Saved data entries

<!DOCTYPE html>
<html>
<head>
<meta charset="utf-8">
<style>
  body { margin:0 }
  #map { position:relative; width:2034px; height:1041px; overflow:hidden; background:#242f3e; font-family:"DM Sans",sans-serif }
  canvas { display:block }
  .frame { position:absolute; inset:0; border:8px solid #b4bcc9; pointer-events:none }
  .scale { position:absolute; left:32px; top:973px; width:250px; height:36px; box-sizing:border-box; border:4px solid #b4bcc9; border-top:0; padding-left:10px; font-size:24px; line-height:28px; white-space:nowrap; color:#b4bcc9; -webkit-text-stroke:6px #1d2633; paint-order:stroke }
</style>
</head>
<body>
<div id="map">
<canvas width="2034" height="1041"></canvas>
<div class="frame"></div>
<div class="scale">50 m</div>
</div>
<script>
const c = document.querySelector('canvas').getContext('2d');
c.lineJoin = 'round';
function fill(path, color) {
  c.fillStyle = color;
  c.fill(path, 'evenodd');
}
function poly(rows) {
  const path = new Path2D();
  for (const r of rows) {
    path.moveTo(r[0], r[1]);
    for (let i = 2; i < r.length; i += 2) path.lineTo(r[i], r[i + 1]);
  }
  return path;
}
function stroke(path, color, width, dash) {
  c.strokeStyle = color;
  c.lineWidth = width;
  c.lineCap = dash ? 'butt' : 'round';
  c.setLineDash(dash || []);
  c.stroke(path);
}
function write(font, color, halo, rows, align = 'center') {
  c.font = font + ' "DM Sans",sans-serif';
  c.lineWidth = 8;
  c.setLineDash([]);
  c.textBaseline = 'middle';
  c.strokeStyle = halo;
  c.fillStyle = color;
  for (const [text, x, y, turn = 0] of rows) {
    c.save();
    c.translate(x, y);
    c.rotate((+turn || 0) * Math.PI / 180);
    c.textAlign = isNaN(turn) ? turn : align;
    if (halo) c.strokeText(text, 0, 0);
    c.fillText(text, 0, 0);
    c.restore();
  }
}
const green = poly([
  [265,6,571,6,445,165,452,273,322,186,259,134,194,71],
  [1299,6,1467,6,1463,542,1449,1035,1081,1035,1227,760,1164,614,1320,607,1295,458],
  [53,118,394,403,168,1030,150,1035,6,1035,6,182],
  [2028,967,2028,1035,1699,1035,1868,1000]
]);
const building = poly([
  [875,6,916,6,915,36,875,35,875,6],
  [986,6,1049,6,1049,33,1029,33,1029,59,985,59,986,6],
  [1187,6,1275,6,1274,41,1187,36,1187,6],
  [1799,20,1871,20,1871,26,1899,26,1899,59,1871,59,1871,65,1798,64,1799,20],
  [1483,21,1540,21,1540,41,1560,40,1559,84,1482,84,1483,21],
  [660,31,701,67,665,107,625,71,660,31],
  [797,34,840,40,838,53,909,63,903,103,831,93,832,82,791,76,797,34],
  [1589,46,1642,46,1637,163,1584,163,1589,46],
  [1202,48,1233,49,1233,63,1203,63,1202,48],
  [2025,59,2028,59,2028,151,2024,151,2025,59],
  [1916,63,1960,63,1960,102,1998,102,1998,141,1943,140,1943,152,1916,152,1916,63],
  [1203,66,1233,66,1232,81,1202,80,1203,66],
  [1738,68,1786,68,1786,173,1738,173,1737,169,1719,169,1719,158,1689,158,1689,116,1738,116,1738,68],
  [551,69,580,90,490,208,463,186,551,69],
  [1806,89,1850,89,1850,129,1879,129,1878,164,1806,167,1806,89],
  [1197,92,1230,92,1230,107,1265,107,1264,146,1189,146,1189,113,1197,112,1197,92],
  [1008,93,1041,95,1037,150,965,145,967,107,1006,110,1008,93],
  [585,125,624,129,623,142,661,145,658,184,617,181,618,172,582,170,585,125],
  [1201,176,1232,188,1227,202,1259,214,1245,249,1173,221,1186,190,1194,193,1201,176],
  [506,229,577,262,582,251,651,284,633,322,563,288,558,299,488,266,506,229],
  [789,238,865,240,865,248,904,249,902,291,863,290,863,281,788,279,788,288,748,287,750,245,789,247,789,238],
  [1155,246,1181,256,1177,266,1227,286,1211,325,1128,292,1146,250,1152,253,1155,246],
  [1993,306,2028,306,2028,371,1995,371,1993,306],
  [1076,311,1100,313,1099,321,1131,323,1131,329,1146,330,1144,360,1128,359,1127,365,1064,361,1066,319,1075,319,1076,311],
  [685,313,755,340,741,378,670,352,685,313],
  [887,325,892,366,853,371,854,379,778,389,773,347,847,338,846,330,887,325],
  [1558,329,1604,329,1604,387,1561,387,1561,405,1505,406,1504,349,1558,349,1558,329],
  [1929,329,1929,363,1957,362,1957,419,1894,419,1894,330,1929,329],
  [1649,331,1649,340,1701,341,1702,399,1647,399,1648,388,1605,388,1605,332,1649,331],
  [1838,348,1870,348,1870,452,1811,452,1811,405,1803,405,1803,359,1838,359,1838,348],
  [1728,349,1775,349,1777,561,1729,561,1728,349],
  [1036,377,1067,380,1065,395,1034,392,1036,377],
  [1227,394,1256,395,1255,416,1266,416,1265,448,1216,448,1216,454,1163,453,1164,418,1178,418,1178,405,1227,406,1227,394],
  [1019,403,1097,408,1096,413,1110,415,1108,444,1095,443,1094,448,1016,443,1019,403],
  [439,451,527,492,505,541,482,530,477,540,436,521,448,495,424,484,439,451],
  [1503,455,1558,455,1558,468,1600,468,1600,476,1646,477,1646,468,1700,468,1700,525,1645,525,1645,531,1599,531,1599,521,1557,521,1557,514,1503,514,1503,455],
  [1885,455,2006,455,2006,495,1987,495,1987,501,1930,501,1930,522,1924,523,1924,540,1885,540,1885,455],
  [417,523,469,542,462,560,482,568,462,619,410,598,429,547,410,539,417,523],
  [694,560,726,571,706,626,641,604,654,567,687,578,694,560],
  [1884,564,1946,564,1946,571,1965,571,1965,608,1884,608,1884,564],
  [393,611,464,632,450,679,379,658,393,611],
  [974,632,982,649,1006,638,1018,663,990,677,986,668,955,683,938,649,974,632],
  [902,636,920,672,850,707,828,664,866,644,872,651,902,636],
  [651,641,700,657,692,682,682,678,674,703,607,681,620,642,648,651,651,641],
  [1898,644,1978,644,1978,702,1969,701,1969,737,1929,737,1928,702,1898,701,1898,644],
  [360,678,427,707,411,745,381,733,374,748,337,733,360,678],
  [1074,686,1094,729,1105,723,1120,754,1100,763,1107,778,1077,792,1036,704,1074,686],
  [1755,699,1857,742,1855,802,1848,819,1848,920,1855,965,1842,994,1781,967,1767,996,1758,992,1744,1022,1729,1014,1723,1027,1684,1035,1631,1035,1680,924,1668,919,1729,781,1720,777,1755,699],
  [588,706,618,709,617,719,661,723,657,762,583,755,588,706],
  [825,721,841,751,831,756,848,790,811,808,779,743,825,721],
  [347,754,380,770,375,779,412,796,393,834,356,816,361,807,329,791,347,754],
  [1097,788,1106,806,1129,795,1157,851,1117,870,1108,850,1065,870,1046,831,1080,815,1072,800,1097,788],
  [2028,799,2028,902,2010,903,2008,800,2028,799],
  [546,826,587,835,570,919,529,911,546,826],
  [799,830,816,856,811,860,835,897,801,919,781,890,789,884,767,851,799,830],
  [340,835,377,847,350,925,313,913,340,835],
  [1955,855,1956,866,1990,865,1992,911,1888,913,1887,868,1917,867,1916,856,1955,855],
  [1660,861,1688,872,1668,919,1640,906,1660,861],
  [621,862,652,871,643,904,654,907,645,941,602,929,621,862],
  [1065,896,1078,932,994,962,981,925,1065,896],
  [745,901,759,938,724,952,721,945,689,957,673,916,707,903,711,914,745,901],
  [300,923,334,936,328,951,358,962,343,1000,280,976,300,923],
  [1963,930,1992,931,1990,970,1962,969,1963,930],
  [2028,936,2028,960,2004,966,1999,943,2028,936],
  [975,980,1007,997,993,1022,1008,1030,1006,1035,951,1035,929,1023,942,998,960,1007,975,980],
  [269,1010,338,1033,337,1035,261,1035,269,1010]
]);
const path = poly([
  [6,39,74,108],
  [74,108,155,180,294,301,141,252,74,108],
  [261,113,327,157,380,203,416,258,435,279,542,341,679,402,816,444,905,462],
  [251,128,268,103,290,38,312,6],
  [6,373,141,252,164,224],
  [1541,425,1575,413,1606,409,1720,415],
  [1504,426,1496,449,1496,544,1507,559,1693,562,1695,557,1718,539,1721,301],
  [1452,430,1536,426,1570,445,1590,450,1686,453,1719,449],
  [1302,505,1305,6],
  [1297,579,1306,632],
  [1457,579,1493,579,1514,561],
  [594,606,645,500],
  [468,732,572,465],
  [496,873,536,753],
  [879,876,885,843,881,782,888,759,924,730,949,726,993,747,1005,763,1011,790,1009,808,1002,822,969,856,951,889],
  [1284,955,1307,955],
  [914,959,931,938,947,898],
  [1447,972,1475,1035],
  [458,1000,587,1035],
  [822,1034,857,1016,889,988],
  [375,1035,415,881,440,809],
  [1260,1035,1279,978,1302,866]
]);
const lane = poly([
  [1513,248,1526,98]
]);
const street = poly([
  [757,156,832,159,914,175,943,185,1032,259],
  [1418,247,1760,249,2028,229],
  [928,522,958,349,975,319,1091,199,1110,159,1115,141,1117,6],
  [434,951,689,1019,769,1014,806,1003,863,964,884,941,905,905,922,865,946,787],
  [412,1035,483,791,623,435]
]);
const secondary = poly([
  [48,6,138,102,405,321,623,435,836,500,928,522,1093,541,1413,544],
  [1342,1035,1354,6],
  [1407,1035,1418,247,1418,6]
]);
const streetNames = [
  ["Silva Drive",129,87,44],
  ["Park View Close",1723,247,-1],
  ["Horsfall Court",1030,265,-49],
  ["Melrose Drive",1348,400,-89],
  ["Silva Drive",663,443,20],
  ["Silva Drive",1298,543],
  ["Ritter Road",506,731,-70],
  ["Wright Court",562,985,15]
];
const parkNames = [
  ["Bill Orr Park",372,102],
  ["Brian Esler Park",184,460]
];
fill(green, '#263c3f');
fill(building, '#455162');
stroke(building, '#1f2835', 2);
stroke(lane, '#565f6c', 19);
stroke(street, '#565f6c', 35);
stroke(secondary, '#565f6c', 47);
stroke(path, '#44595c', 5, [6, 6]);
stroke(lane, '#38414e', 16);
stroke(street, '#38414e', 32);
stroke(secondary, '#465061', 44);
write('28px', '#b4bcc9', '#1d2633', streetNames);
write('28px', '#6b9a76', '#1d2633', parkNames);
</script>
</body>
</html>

> **What the task asks**
Each line of the data above that contains "strokeStyle" counts once; report the total alone.

> **Written reply**
2